[Start of section]
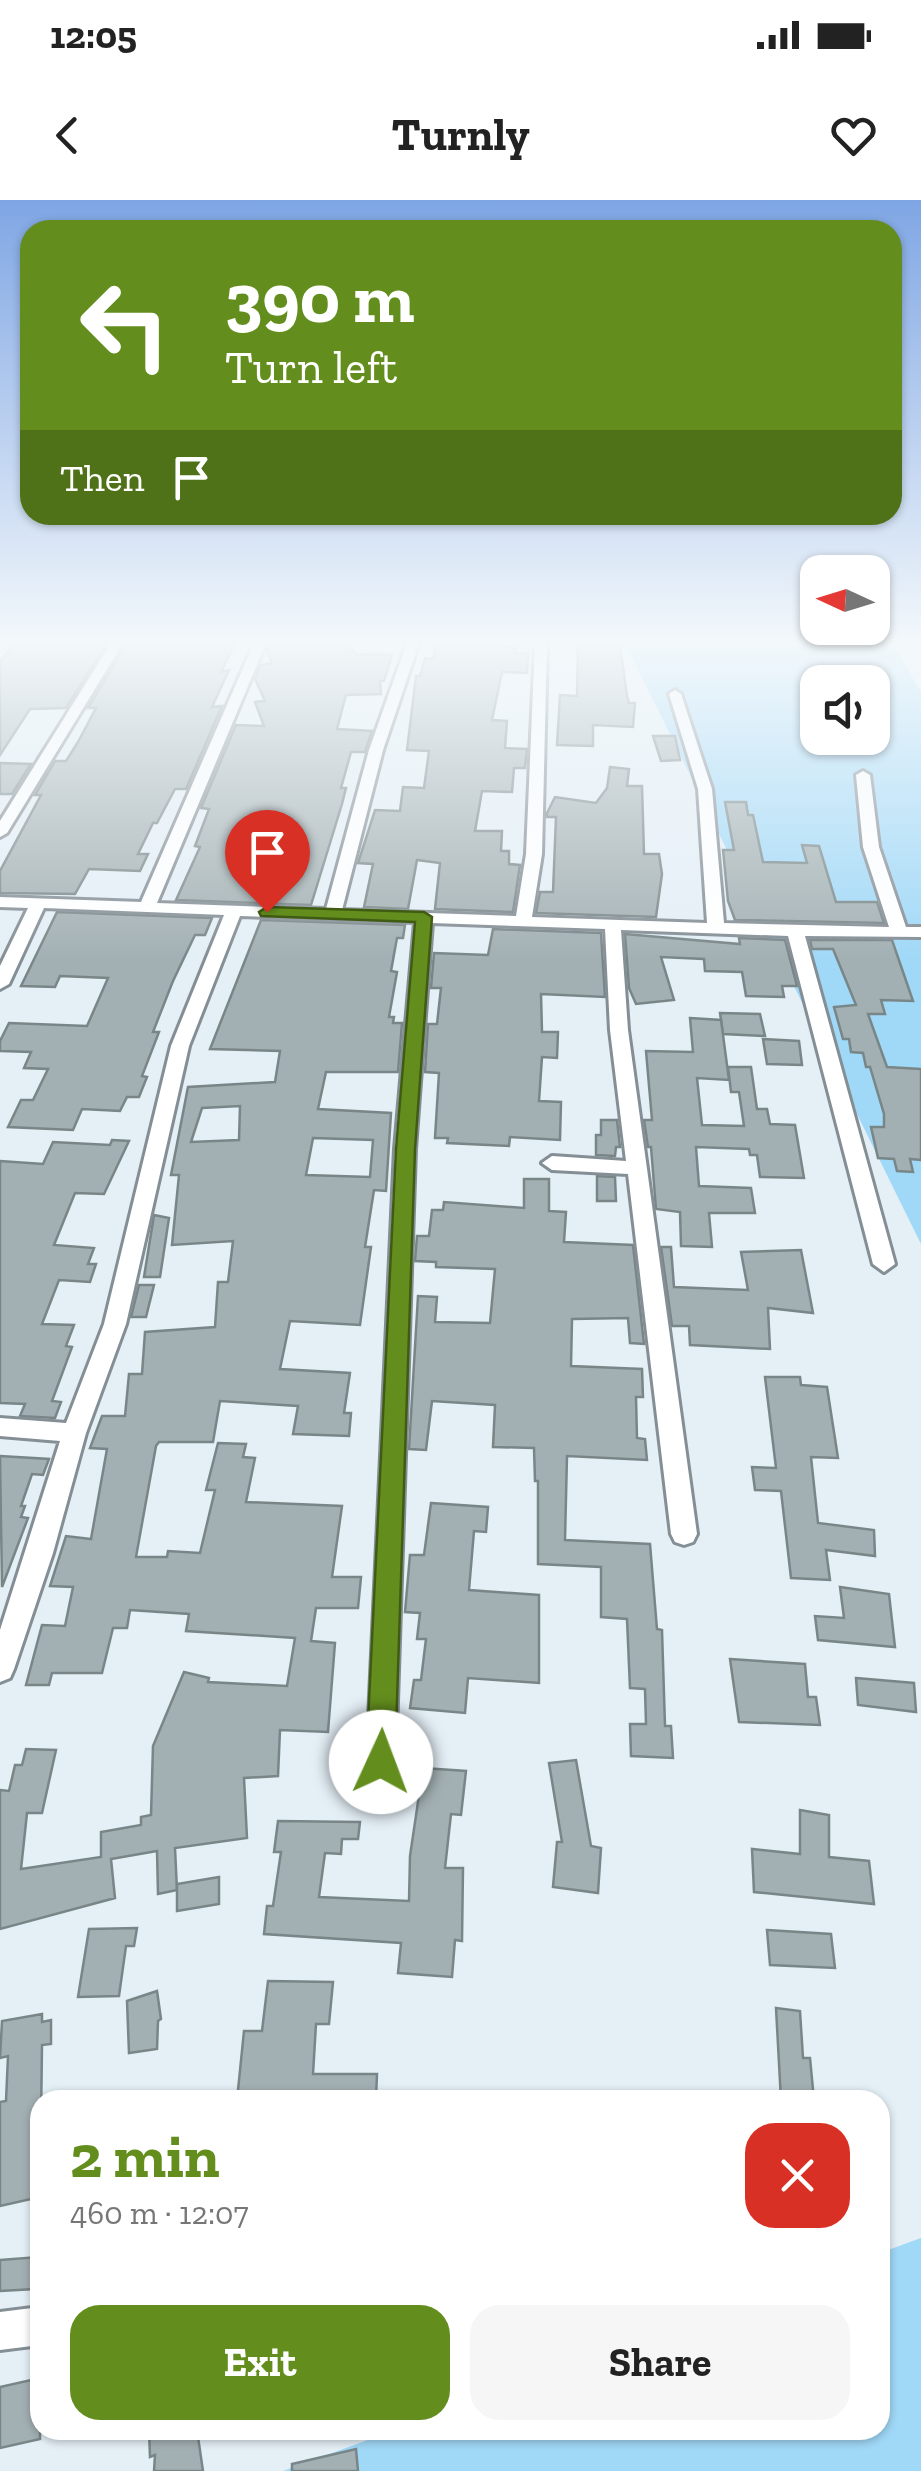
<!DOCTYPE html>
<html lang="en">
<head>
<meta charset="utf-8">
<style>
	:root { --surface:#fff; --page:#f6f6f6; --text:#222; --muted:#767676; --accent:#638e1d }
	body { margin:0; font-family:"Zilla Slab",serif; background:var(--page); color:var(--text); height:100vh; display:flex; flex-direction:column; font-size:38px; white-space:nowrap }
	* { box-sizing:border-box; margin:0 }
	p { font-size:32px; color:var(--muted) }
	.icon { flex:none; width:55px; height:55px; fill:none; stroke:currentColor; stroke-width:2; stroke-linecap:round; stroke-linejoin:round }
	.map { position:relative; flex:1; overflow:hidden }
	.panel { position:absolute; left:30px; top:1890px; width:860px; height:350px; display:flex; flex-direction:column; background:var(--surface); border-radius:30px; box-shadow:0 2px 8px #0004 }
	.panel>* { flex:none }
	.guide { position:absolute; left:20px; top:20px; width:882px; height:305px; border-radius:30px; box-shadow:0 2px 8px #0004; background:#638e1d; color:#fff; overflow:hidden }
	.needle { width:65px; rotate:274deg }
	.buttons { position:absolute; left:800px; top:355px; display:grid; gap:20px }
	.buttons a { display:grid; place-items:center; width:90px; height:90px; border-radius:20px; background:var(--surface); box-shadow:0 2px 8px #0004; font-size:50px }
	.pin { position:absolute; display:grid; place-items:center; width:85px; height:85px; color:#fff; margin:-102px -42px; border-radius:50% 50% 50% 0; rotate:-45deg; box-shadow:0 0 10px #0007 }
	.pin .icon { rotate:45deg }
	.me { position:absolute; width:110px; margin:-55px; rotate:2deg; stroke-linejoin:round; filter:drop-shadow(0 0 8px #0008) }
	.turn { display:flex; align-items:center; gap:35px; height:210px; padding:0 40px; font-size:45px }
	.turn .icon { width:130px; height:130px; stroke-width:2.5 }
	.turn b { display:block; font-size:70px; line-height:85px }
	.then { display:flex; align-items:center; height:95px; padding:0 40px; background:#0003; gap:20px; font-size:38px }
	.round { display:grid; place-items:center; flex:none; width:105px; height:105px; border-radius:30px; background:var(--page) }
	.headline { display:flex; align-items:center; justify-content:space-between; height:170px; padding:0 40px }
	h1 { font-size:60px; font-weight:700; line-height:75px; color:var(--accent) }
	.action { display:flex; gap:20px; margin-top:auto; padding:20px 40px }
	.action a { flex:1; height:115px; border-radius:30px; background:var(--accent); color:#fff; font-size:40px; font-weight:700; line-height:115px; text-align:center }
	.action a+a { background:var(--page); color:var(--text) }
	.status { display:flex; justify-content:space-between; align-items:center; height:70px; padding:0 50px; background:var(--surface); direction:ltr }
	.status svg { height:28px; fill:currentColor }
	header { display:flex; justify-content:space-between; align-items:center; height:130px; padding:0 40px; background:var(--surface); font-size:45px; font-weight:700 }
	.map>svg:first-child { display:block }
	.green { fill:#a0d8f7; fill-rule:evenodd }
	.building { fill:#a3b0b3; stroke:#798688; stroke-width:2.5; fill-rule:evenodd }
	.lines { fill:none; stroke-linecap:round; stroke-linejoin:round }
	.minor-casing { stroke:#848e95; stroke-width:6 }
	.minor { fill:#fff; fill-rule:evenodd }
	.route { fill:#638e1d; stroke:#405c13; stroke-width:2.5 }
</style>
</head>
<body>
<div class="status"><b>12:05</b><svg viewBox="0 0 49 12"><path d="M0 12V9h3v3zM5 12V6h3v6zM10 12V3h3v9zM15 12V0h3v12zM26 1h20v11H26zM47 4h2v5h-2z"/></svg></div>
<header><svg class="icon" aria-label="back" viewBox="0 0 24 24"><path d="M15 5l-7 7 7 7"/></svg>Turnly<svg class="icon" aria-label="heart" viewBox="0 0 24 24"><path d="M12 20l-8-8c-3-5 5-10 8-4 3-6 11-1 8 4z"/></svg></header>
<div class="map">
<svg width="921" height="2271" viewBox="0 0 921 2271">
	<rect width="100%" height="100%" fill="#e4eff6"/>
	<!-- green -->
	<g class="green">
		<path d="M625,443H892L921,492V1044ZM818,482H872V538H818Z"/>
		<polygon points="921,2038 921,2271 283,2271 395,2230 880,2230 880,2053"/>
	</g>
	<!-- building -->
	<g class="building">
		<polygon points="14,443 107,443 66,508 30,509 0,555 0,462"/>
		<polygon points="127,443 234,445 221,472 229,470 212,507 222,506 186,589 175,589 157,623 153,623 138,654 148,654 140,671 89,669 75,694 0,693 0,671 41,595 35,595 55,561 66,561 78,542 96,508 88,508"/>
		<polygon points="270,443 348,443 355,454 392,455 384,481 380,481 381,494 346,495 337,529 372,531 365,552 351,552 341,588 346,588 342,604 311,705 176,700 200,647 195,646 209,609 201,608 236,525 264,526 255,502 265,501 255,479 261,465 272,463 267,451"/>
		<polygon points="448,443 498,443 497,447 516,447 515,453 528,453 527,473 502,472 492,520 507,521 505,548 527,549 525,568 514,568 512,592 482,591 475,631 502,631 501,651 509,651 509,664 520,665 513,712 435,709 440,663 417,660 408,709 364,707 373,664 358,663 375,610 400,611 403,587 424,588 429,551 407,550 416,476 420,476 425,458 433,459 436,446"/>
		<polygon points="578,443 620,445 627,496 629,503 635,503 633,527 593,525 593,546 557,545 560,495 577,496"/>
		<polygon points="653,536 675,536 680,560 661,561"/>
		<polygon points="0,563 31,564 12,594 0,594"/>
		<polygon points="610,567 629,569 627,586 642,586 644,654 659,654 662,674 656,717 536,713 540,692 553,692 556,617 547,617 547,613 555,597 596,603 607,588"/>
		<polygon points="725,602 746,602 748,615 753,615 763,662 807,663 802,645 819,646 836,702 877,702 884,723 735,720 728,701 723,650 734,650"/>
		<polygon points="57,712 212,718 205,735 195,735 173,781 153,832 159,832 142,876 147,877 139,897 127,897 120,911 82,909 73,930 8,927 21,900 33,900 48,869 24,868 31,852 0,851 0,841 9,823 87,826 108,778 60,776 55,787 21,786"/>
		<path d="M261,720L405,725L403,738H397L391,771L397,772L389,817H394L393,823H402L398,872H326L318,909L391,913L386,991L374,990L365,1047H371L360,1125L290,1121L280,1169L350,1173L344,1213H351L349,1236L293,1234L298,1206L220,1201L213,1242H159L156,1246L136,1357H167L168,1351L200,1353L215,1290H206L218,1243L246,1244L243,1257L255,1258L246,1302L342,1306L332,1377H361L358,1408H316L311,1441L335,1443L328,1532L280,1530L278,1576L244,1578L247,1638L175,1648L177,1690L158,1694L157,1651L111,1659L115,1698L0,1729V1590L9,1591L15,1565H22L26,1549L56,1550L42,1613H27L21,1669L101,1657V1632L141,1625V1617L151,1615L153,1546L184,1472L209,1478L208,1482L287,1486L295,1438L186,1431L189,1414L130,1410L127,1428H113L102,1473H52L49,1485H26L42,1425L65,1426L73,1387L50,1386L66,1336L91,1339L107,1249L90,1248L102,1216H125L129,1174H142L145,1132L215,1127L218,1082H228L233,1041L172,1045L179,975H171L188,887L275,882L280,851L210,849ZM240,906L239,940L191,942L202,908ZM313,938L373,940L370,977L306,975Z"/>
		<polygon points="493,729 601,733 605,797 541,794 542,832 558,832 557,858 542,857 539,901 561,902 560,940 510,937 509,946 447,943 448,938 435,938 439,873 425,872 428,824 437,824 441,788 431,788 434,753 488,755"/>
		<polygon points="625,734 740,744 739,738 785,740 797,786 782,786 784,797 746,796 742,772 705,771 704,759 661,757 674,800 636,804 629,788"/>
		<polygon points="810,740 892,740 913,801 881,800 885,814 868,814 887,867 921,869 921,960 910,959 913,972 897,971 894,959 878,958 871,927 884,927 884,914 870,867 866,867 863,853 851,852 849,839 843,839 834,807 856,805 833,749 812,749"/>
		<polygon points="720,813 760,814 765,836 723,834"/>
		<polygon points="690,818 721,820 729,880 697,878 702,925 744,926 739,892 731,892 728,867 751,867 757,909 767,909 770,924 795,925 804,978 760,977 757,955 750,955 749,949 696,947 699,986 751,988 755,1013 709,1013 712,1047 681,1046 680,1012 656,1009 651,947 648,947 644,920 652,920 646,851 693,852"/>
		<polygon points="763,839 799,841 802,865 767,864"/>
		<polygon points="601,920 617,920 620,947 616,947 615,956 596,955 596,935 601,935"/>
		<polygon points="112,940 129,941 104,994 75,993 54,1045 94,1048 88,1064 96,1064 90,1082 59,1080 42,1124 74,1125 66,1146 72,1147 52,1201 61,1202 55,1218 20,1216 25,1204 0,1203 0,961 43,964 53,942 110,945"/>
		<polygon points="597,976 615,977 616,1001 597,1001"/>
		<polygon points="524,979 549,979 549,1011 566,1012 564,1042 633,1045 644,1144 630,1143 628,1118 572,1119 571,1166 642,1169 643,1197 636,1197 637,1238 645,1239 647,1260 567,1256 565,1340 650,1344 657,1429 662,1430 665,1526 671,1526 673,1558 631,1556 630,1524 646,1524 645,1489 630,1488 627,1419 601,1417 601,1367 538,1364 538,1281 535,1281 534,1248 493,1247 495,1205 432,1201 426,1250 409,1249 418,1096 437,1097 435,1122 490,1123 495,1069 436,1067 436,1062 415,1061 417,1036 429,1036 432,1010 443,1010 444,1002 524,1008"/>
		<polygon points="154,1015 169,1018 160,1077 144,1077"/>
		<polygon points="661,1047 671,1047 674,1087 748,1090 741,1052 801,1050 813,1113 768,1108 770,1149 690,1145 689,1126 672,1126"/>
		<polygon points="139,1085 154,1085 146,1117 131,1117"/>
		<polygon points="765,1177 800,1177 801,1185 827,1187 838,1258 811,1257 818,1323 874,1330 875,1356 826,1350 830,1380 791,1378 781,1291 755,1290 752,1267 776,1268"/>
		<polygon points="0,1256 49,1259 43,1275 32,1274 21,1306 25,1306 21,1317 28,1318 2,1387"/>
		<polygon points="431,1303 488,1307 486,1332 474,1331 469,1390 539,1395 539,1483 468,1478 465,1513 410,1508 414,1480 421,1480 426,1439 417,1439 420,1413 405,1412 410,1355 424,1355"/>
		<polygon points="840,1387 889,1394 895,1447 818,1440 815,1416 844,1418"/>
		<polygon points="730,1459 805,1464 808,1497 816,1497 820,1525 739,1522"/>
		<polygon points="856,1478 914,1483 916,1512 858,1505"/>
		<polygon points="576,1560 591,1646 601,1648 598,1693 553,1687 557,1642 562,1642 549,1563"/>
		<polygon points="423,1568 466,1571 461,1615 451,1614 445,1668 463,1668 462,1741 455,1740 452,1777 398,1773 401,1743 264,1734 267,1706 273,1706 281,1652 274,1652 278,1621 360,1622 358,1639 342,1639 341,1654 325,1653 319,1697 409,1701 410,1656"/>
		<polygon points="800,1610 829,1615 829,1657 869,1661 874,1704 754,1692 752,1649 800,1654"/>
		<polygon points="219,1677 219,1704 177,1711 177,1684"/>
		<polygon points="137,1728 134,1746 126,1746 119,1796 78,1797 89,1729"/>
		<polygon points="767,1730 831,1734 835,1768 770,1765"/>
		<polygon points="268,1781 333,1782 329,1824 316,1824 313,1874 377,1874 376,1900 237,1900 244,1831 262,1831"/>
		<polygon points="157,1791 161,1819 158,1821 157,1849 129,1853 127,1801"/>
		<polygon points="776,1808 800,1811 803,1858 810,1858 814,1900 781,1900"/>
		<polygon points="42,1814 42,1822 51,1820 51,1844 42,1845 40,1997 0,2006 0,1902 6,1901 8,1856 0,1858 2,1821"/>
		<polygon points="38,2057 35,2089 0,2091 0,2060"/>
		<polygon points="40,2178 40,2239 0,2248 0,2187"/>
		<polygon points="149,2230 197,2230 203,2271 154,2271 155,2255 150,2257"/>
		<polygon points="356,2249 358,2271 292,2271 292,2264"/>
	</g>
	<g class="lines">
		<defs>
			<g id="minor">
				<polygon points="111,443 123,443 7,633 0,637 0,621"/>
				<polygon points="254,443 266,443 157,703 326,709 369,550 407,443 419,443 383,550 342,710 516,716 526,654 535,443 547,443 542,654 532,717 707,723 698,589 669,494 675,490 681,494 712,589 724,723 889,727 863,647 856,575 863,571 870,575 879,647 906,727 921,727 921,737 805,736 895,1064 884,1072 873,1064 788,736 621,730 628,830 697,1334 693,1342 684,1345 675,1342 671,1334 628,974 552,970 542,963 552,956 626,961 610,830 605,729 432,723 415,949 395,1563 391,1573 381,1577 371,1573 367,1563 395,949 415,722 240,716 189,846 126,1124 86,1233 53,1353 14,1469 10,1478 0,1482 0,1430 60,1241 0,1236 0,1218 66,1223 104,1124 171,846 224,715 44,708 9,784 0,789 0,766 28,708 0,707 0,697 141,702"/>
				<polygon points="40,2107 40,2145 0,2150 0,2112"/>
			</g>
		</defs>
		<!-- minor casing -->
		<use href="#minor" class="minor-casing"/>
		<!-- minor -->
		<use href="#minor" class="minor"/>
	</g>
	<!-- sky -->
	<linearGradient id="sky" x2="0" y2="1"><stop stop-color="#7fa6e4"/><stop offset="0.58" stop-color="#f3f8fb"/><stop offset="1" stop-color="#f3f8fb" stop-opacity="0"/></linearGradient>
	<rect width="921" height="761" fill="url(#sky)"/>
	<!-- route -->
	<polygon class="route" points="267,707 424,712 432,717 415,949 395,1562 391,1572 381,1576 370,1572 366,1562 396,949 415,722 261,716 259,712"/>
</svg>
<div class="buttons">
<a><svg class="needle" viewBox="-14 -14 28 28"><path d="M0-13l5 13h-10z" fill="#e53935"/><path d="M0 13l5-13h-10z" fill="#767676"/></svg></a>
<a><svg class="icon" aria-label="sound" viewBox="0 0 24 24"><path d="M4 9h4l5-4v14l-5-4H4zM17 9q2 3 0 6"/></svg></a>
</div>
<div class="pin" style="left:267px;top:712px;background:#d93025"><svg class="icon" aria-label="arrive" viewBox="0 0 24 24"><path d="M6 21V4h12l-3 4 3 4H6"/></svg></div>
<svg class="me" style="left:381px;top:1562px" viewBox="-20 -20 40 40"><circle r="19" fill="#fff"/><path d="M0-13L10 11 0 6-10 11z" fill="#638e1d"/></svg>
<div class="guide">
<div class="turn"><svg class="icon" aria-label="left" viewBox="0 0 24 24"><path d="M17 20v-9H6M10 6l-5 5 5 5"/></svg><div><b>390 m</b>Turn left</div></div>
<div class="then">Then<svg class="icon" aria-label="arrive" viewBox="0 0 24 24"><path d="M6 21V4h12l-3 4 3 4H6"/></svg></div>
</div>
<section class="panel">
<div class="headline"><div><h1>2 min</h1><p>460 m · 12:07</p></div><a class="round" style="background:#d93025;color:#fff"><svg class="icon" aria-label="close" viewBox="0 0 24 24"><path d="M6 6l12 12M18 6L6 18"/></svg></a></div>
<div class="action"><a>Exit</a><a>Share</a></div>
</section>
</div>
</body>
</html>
[End of section]
Brief
When a line in the data contains "absolute", return it as written.

Your response
	.panel { position:absolute; left:30px; top:1890px; width:860px; height:350px; display:flex; flex-direction:column; background:var(--surface); border-radius:30px; box-shadow:0 2px 8px #0004 }
	.guide { position:absolute; left:20px; top:20px; width:882px; height:305px; border-radius:30px; box-shadow:0 2px 8px #0004; background:#638e1d; color:#fff; overflow:hidden }
	.buttons { position:absolute; left:800px; top:355px; display:grid; gap:20px }
	.pin { position:absolute; display:grid; place-items:center; width:85px; height:85px; color:#fff; margin:-102px -42px; border-radius:50% 50% 50% 0; rotate:-45deg; box-shadow:0 0 10px #0007 }
	.me { position:absolute; width:110px; margin:-55px; rotate:2deg; stroke-linejoin:round; filter:drop-shadow(0 0 8px #0008) }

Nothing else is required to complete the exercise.